Experimental Animals: The study was carried out with Wistar male albino mature rats (150-180 g body weight; 10-12 weeks old) obtained from Mass Biotech (Chengelpet, Tamil Nadu, India.) Rats were housed in polypropylene cages (47 cm x 34 cm x 20cm) and acclimatized to the laboratory conditions before randomization. Rats were marked for proper identification with cage cards. The study protocol was reviewed and approved by the Institutional Animal Ethics Committee (IAEC) of Meenakshi Medical College and Research Institute (MMCH&RI), Kanchipuram, Tamil Nadu, India, by the Indian National Law on Animal Care (765/Po/Re/S/03/CPCSEA dated 20.07.2021, Pro. No.003). The animals were housed in an air-conditioned room and were kept in standard laboratory conditions under a 12:12 h light-dark cycle. They were maintained in plastic cages with paddy husk for bedding at 50±10% RH and an ambient temperature of 25±2°C with free access to pellet diet (Krishna Valley agrotech, Pune, Maharashtra) and water ad libitum. All animals were handled with humane care. The pellet diet consisted of crude protein 16.58%, ether extract 4.11%, crude fiber 4.25%, moisture 8.90%, calcium 0.81%, phosphorus 0.65%, and 8.92% ash. The diet provided metabolizable 3000 Kcal.
ISO Dose Determination: Wistar albino rats were used to induce myocardial ischemia. After acclimatization, the animals were examined carefully and administered doses (65, 75, 85, and 95 mg/Kg body weight) of Isoproterenol hydrochloride (ISO).

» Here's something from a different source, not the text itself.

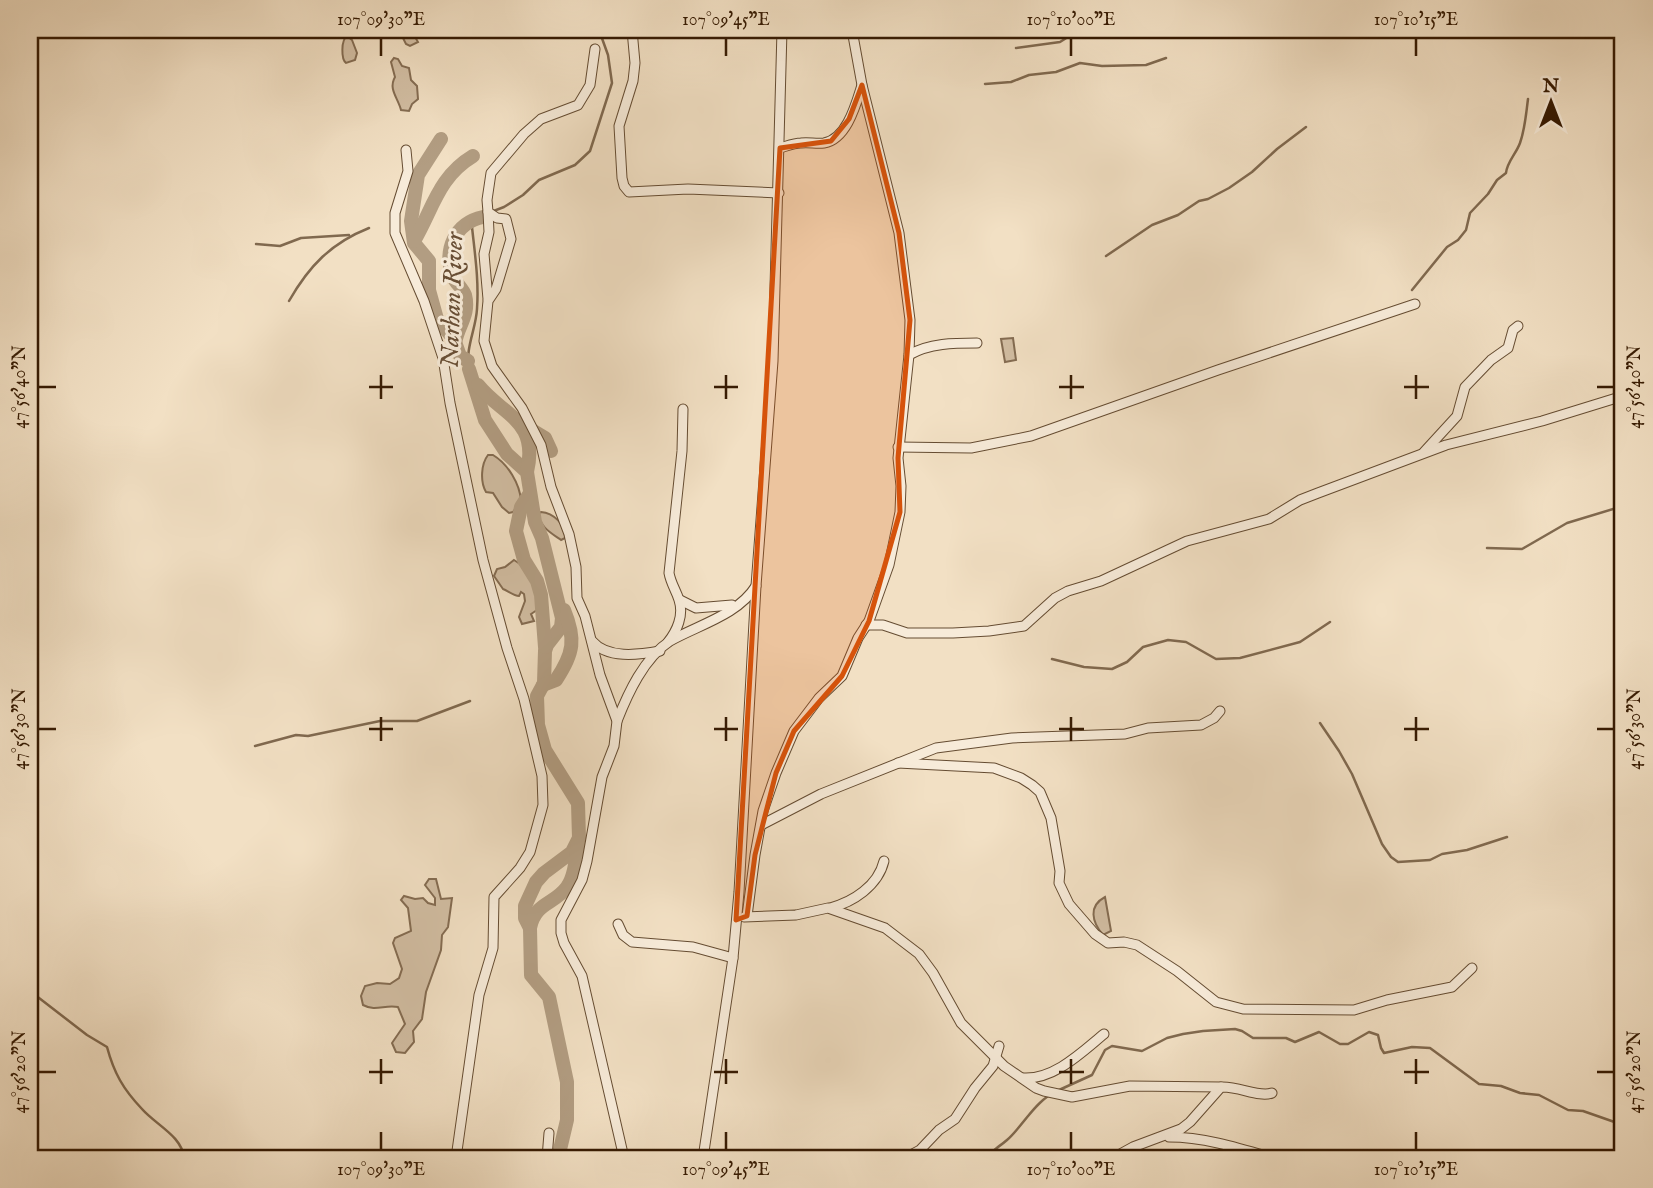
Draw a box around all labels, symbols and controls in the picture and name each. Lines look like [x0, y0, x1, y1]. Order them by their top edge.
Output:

Preparation of ISO Solutions: ISO was dissolved in physiological saline (1 mL) and used immediately for subcutaneous administration to rats at 24 hrs for two consecutive days 20.
Experimental Plan: Animals were randomly grouped into five groups of six animals each and received a Normal laboratory diet with drinking water ad libidum for two days, and one group served as control.
Group I: Severed as Normal control and received water (1ml/Kg p.o) for two days (48 hrs).
Group II: ISO induced (65 mg/Kg bw, s.c.) for two days (48 hrs).
Group III: ISO induced (75 mg/Kg bw, s.c.) for two days (48 hrs).
Group IV: ISO induced (85mg/Kg bw, s.c.) for two days (48 hrs)
Group V: ISO induced (95 mg/Kg bw, s.c.) for two days (48hrs)
The rats were anesthetized with pentobarbital sodium (35 mg/Kg, i.p.,) 24 h after the last dose, and euthanized by cervical dislocation. The blood samples were obtained from the left jugular vein (3 mL) in a tube, centrifuged at 2000r/min for 10 minutes, and the separated serum was used for the biochemical estimations. Immediately after sacrifice, hearts were excised, rinsed in ice-cold isotonic saline, blotted with filter paper, and homogenized in 0.05 M ice-cold phosphate buffer (pH 7.4) for biochemical assays. A small portion of the tissues was stored in 10% formalin for histological analysis.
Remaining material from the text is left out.